For custom Docker or OCI images, you can pull and convert them using Enroot, then cache the resulting squash files on your shared storage (PFS/SFS) for reuse across jobs — avoiding repeated pulls on every run.
Plan Configuration
We recommend setting up a Private Cluster before creating a Training Cluster — it reserves a dedicated pool of nodes for your team, ensuring GPU capacity is always available and provisioning is faster. For more details, refer to the Private Cluster documentation.
Choose between the GPU and Private Cluster tabs:
- GPU — Select from available GPU plan cards. Each card shows the GPU type, CPU count, RAM, and hourly rate. Use the Workers counter to set the number of nodes.
- Private Cluster — Nodes are reserved exclusively for your workloads, making this ideal if you plan to create and recreate clusters frequently to hold reserved node capacity. See the Private Cluster documentation for setup details.

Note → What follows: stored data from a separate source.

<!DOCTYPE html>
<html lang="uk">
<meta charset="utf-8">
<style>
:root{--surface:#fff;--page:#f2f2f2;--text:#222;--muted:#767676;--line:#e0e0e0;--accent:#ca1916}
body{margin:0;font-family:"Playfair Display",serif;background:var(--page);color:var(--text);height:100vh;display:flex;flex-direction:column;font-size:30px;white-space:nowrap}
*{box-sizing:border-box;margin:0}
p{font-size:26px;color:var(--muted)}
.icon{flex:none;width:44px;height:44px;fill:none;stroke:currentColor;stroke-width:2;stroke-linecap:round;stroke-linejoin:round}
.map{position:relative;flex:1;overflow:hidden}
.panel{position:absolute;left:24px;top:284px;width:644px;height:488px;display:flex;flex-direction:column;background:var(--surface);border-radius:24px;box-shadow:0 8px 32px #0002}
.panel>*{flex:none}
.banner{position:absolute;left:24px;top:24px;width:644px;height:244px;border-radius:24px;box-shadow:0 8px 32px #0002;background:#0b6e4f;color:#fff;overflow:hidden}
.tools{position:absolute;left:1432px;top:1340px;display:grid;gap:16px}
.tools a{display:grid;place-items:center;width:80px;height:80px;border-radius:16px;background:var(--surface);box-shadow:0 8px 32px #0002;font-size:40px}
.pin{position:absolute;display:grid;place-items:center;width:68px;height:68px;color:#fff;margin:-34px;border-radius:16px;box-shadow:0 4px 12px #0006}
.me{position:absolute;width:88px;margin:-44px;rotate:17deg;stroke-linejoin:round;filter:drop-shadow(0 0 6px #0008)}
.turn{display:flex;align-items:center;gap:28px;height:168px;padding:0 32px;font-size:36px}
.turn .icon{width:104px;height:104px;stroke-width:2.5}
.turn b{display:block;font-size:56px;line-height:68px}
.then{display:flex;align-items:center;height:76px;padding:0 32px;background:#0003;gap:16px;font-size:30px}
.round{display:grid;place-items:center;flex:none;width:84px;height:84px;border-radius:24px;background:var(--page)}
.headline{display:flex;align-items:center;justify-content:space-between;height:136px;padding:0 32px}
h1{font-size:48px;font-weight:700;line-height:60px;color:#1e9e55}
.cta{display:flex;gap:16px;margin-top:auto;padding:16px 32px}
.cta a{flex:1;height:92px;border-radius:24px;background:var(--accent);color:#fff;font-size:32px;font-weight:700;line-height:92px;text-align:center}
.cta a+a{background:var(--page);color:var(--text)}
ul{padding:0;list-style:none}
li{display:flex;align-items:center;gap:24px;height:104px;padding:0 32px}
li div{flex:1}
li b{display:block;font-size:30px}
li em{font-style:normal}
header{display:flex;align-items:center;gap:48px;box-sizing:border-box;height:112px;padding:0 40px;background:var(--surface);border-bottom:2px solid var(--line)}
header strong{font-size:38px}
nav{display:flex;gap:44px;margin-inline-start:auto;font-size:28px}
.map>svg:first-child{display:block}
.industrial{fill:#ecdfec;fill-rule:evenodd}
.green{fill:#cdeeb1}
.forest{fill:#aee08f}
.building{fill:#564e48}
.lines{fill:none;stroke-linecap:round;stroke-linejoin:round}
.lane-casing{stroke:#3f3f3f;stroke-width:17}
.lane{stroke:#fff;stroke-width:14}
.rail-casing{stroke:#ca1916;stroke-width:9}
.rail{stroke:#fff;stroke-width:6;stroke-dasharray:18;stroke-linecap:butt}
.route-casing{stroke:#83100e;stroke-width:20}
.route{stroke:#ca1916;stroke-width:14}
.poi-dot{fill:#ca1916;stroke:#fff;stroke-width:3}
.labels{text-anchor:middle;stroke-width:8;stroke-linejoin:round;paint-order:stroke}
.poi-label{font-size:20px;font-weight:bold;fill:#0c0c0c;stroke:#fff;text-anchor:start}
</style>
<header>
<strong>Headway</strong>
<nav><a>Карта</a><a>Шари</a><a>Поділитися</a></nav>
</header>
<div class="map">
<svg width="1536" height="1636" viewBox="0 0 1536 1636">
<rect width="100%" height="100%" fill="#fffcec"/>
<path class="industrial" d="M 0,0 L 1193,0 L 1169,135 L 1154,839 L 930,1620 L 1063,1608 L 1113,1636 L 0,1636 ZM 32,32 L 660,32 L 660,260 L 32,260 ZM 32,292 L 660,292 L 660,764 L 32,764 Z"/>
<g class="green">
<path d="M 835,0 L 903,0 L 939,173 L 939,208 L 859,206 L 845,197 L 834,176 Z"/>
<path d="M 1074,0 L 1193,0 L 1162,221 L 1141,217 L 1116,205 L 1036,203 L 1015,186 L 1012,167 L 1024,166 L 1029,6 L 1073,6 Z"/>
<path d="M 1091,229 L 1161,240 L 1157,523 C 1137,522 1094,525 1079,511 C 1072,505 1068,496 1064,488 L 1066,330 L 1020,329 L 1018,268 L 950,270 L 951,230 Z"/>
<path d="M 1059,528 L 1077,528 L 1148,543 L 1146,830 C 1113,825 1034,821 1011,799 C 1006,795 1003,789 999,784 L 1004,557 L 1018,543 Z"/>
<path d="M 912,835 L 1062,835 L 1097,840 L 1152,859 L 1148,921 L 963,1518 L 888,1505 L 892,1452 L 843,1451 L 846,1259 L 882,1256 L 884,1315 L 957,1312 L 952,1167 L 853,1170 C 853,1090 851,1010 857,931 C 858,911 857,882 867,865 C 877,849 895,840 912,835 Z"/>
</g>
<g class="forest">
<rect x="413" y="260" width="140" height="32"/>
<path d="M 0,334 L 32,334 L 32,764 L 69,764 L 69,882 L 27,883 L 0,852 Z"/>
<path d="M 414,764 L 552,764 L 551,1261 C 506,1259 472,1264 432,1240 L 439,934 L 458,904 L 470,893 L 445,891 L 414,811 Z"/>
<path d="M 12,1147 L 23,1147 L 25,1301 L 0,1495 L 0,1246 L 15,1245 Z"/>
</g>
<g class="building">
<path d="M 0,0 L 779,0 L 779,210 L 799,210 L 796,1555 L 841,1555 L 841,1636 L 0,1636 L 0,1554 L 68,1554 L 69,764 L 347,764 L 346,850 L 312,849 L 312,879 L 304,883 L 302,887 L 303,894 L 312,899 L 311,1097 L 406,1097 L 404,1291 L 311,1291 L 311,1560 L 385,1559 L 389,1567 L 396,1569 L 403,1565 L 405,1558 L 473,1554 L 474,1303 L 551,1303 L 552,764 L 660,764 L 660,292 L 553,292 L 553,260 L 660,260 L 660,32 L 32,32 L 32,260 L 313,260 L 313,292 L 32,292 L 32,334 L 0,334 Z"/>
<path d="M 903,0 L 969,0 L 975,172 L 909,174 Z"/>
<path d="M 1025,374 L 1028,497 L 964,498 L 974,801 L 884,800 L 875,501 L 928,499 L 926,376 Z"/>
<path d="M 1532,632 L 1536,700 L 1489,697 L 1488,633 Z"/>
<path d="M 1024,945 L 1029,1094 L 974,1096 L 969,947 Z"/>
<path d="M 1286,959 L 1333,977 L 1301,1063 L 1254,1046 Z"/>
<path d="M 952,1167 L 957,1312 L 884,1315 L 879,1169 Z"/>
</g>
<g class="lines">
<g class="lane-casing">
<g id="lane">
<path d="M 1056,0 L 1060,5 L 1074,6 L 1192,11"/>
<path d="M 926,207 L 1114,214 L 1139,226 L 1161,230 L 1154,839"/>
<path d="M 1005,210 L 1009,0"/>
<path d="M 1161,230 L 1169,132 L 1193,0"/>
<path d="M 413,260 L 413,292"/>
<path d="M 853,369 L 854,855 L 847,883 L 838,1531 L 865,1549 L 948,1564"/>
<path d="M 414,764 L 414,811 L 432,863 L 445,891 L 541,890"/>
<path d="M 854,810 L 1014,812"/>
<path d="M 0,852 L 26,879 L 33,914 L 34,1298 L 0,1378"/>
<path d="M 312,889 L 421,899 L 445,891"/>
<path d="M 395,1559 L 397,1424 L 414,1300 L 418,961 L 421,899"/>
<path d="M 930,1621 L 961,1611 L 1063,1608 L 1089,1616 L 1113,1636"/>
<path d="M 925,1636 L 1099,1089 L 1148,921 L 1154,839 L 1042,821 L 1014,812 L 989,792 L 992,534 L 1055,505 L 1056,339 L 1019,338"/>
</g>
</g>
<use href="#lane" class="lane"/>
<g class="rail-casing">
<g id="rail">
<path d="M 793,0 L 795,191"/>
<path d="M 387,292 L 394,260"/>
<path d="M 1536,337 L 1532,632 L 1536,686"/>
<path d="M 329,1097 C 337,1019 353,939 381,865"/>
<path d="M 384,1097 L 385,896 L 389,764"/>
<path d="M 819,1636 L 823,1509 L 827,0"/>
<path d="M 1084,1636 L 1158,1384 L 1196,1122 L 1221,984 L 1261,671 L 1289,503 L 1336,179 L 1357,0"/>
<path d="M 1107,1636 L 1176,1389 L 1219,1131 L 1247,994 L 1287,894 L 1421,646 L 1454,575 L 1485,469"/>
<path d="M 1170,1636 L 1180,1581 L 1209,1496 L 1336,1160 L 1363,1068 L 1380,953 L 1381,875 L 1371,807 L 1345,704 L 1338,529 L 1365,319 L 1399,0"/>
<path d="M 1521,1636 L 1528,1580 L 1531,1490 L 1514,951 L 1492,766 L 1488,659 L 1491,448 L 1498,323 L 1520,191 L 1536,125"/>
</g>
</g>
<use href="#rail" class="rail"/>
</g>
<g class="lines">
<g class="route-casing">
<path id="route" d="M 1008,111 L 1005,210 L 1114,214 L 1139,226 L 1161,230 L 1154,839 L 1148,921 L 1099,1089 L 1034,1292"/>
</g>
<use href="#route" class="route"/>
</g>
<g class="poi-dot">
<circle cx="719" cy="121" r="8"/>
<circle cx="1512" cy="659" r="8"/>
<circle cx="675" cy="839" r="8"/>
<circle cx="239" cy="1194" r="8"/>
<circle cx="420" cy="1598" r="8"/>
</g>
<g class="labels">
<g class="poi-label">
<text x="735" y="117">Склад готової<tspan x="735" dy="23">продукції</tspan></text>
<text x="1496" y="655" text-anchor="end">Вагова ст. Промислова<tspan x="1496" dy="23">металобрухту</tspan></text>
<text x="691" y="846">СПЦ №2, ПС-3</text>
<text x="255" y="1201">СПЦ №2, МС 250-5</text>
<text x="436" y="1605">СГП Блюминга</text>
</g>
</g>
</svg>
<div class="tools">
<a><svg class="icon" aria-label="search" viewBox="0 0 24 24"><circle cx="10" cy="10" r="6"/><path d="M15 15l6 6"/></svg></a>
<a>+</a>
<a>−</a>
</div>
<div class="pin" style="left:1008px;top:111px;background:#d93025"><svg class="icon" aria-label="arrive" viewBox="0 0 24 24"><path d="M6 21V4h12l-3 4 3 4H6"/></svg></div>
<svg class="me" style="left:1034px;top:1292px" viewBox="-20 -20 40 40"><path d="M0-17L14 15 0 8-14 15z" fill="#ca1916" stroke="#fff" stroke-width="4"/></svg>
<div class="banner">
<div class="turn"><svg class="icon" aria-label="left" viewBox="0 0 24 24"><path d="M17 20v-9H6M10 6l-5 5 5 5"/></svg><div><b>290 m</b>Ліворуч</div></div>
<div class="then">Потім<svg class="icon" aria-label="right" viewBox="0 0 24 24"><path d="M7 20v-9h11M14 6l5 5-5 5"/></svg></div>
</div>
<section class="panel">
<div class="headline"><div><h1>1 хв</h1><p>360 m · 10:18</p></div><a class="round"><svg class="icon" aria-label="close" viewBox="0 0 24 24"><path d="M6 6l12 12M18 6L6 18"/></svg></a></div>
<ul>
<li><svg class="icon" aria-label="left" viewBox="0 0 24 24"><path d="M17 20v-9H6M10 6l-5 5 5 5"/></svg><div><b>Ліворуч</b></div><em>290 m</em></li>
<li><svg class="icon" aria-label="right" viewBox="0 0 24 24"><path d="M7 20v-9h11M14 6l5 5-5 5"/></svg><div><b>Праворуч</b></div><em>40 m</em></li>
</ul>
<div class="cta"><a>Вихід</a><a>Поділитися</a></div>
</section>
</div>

A Pricing summary appears automatically based on your selected plan and node count.
Access
| Field | Required | Description |
|---|---|---|
| SSH Keys | Yes | SSH key for connecting to the login node, which is used to schedule and submit workloads to the worker nodes |
| Parallel File System | Yes | PFS volume mounted on all cluster nodes |
Advanced Settings
Expand Advanced Settings to configure:
| Field | Required | Description |
|---|---|---|
| Security Group | Yes | Controls inbound and outbound network access to the cluster |
| Lifecycle Script | No | Script that runs on each node after the cluster is created |
| Shared File System | No | SFS volume mounted on cluster nodes |
| Dataset Storage | No | Dataset attached to cluster nodes — mounted as read-only |
At least one storage volume must be mounted on the cluster. Use PFS or SFS for read-write access. Datasets are mounted as read-only and are suitable for loading training data but cannot be used to write checkpoints or logs.

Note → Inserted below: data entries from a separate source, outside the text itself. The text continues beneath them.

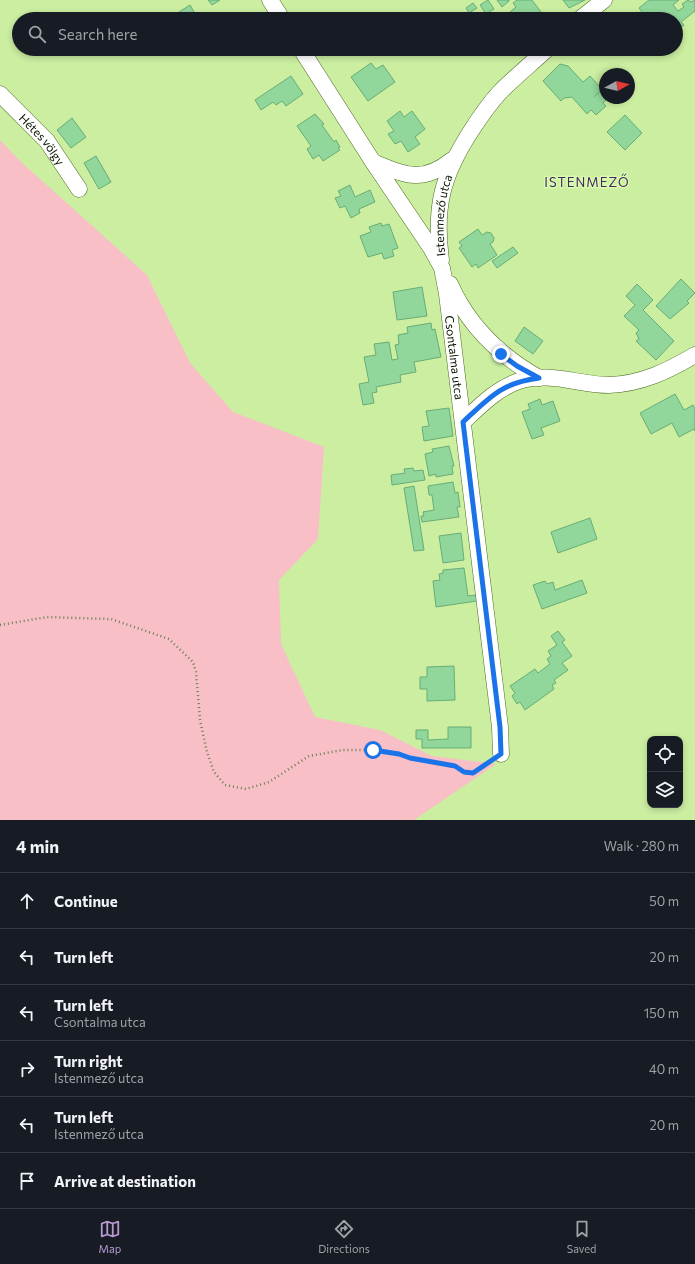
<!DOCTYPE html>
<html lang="en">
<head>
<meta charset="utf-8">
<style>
	body { margin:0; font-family:Commissioner,sans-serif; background:#20242c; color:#f1f3f6 }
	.controls { position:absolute; right:12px; bottom:12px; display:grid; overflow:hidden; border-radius:8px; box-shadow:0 2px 6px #0003 }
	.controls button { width:36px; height:36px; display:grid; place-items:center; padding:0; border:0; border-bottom:1px solid #363941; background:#171b24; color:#f1f3f6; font:20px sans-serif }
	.compass { position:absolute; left:599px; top:68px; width:36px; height:36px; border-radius:50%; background:#171b24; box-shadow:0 2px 6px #0003; rotate:82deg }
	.stop { position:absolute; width:12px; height:12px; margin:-9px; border:3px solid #1a73e8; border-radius:50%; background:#fff }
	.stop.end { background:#1a73e8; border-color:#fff; box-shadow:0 1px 4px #0008 }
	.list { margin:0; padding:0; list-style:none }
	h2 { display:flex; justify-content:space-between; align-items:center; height:52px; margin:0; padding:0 16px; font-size:17px }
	h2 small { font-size:13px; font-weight:400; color:#9ea1a6 }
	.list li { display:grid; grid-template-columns:26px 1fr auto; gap:12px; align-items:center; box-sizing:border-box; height:56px; padding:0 16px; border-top:1px solid #363941 }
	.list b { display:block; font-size:15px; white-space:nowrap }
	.list p { margin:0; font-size:13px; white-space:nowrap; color:#9ea1a6 }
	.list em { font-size:13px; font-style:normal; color:#9ea1a6 }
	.icon { flex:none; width:22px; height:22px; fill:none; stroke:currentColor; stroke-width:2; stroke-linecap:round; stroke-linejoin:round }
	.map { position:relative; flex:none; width:695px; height:820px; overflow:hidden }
	.search { position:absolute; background:#171b24; box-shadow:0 2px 6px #0003; left:12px; right:12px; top:12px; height:44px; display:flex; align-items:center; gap:10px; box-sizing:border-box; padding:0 14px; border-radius:22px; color:#9ea1a6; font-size:15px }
	.sheet { height:388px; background:#171b24 }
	nav { display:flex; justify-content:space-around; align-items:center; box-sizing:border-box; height:56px; border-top:1px solid #363941; background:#171b24; font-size:11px; color:#9ea1a6 }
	nav a { display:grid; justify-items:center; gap:2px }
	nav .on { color:#b899cf }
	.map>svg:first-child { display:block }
	.green { fill:#f8bfc7 }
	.building { fill:#91d69b; stroke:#69ad75 }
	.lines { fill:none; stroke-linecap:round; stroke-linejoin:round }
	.street-casing { stroke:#4e6c21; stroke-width:17 }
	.path { stroke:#697f4f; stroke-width:2.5; stroke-dasharray:1 3; stroke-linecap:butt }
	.street { stroke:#fff; stroke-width:16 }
	.route { stroke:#1a73e8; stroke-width:5 }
	.labels { text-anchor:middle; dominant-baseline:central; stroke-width:3; stroke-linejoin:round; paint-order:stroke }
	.street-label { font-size:12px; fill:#0a1500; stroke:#d8fcae }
	.neighbourhood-label { font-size:13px; letter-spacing:1px; fill:#4a2962; stroke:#d8fcae }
</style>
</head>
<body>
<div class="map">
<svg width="695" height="820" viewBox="0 0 695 820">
	<rect width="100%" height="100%" fill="#cbeea1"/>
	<path class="green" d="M0 140 21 162 147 275 190 363 233 412 324 447 318 539 279 580 281 644 315 717 380 730 432 756 496 764 414 820H0Z"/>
	<path class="building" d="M208 0H220L212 5Z
		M488 0 494 9 486 14 480 5Z
		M497 0H509V1L502 7Z
		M517 0H532L544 16 540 19H515L510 12 516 7 513 3Z
		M563 0H585L569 8Z
		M649 0H679L673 5 678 11 684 7 682 4 688 0 691 2 695 0V11L681 22 684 25 676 31V19H647L639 8Z
		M473 3 477 8 469 13 466 8Z
		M190 5 198 19H183L179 12Z
		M620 49H630L624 54Z
		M639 49H653L645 56Z
		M371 63 376 69 383 65 395 82 368 101 351 77Z
		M560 64 568 66 583 82 590 76 602 89 594 97 600 91 607 99 603 103 606 106 596 115 591 110 587 114 572 97 564 98 561 101 543 81Z
		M291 76 303 94 286 106 282 101 276 105 273 102 261 110 255 100Z
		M400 111 404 117 412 111 425 129 415 137 420 144 408 152 401 141 395 144 388 134 394 131 387 121Z
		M315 114 324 124 322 125 334 142 336 140 340 147 338 148 340 150 323 161 319 155 313 159 307 149 311 146 297 126Z
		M625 115 642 133 625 150 607 132Z
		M72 118 86 137 71 148 57 130Z
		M96 156 111 182 99 189 84 163Z
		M350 185 355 197 370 190 375 202 359 209 360 213 351 218 345 206 340 208 335 198 341 196 338 191Z
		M381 223 382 226 389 224 398 248 392 250 394 256 384 259 382 253 368 257 360 236 371 232 369 227Z
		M478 229 482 235 487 232 491 233 494 238 493 242 490 244 497 255 478 268 476 264 472 267 459 248 462 246 459 242Z
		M513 247 518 253 497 268 492 261Z
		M681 279 695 293 687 301 689 303 670 319 656 306Z
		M637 284 653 300 643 310 674 341 656 360 636 341 639 339 636 333 639 330 624 316 635 305 626 296Z
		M422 287 427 316 397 320 393 292Z
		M431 323 432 330 435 329 441 357 414 362 416 372 400 375 401 382 376 387 377 392 372 393 374 403 363 405 359 384 369 382 364 357 376 355 374 344 389 342 392 360 398 359 395 345 399 344 398 335 408 333 407 327Z
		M524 327 543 341 533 354 515 341Z
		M675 394 684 410 693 405 695 409V431L694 429 679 437 672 423 651 434 640 413Z
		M540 399 542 405 553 401 560 421 541 428 544 435 532 439 522 412 530 409 528 404Z
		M449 408 453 436 424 441 422 427 429 426 426 411Z
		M449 446 454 466H452L453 474 436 477V474L429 476 425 454 433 452 432 449Z
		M413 468 414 471 423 470 425 480 392 485 391 475 405 473 404 469Z
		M453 482 455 493 458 492 460 507H457L459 517 422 522 421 516H424L423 512 434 510 432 495H429L428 486Z
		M414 486 424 550 414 551 404 488Z
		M590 518 597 539 558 553 551 532Z
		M461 533 464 560 443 563 439 536Z
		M464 568 468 596 476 595 477 601 436 607 433 581 440 580 439 574 443 573V570Z
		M582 580 587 593 542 609 533 585 545 581 547 584 553 582 555 590Z
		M558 631 565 640 562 642 572 656 562 663 568 670 554 680 556 683 552 685 554 689 525 710 520 702 517 704 512 696 515 693 510 686 535 669 538 673 550 664 547 659 551 656 548 651 557 645 551 636Z
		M454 666 455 700 427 701V689H420V677H427V667Z
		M448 727H471V748H422V739H416V730H428V740L448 739Z"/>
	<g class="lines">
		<g class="street-casing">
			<g id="street">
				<path d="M270 0 282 19"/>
				<path d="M580 19 604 0"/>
				<path id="s1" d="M301 49 373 162 431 248 442 268 447 294 500 727 501 754"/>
				<path id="s2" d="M0 94 47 141 79 189"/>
				<path d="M373 162C405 175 422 184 452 160"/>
				<path id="s3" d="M441 260C434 207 442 176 471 131 480 117 489 104 500 92 515 77 532 63 547 49"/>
				<path d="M450 284C468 325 500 356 539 378"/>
				<path d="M463 422C480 406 496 389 519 381 548 371 580 385 609 385 641 384 668 371 695 355"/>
			</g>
		</g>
		<path class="path" d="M0 625 47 617 111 619 169 639 193 662 196 672 200 720 207 752 214 772 225 785 246 789 269 782 309 756 343 750H373L399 754 410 758 455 766 464 772 473 773 489 762"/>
		<use href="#street" class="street"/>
	</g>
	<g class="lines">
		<path class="route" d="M373 750 399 754 410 758 455 766 464 772 473 773 501 754 500 727 463 422C490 397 501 383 539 378L517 366 501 354"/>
	</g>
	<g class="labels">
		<g class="street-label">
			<text stroke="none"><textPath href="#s2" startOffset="62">Hétes völgy</textPath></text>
			<text stroke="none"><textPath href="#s3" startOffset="45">Istenmező utca</textPath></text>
			<text stroke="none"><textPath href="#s1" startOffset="351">Csontalma utca</textPath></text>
		</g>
		<g class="neighbourhood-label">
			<text x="587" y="182">ISTENMEZŐ</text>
		</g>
	</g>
</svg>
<div class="controls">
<button><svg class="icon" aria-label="locate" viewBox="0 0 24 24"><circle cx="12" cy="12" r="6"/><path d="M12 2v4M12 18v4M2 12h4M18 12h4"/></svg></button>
<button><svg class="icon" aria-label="layers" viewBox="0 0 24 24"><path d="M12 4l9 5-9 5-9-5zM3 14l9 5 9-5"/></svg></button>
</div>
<svg class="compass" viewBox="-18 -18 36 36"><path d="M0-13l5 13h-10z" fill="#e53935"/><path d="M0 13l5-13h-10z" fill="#9ea1a6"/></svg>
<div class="stop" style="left:373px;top:750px"></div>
<div class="stop end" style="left:501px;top:354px"></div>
<div class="search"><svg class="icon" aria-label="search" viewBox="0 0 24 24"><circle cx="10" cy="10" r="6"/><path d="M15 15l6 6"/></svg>Search here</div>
</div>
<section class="sheet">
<h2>4 min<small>Walk · 280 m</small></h2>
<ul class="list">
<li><svg class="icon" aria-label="ahead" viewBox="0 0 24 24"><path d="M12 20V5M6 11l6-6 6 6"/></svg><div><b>Continue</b></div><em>50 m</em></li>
<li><svg class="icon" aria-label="left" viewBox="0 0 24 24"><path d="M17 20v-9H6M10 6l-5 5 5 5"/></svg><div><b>Turn left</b></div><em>20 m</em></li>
<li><svg class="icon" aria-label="left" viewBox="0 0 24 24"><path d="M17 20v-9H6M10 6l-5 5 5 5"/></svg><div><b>Turn left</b><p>Csontalma utca</p></div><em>150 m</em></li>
<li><svg class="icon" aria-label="right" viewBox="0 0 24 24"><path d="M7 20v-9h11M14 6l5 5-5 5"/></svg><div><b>Turn right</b><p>Istenmező utca</p></div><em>40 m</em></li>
<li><svg class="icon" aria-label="left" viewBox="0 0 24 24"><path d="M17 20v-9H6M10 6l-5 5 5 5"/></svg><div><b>Turn left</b><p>Istenmező utca</p></div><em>20 m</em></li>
<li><svg class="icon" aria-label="arrive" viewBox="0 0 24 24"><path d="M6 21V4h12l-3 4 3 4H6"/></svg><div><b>Arrive at destination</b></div></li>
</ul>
</section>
<nav>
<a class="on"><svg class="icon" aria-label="map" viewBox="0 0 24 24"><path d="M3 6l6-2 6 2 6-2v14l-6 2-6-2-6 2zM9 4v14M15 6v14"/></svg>Map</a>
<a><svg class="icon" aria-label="directions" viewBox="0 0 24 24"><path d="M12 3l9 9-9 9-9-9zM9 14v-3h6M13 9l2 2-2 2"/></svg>Directions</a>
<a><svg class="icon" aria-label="saved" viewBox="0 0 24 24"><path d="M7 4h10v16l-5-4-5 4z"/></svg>Saved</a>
</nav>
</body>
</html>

Once all required fields are filled, click Create Training Cluster.
Provisioning typically completes within a few minutes. Node count, SSH keys, and container image can be updated after creation without recreating the cluster.
You can also create a Training Cluster using the API. Refer to the Training Cluster API Reference for parameters and examples.
Step 3: Connect to Your Cluster
Once the cluster status shows Running:
- Click the Connect button (terminal icon) in the top-right area of the Cluster Details page.
- Follow the connection instructions in the sidebar, or use the SSH Command displayed in the Details tab directly:
ssh root@<floating-ip>
The SSH command and Floating IP are also visible under Connection Details in the Details tab.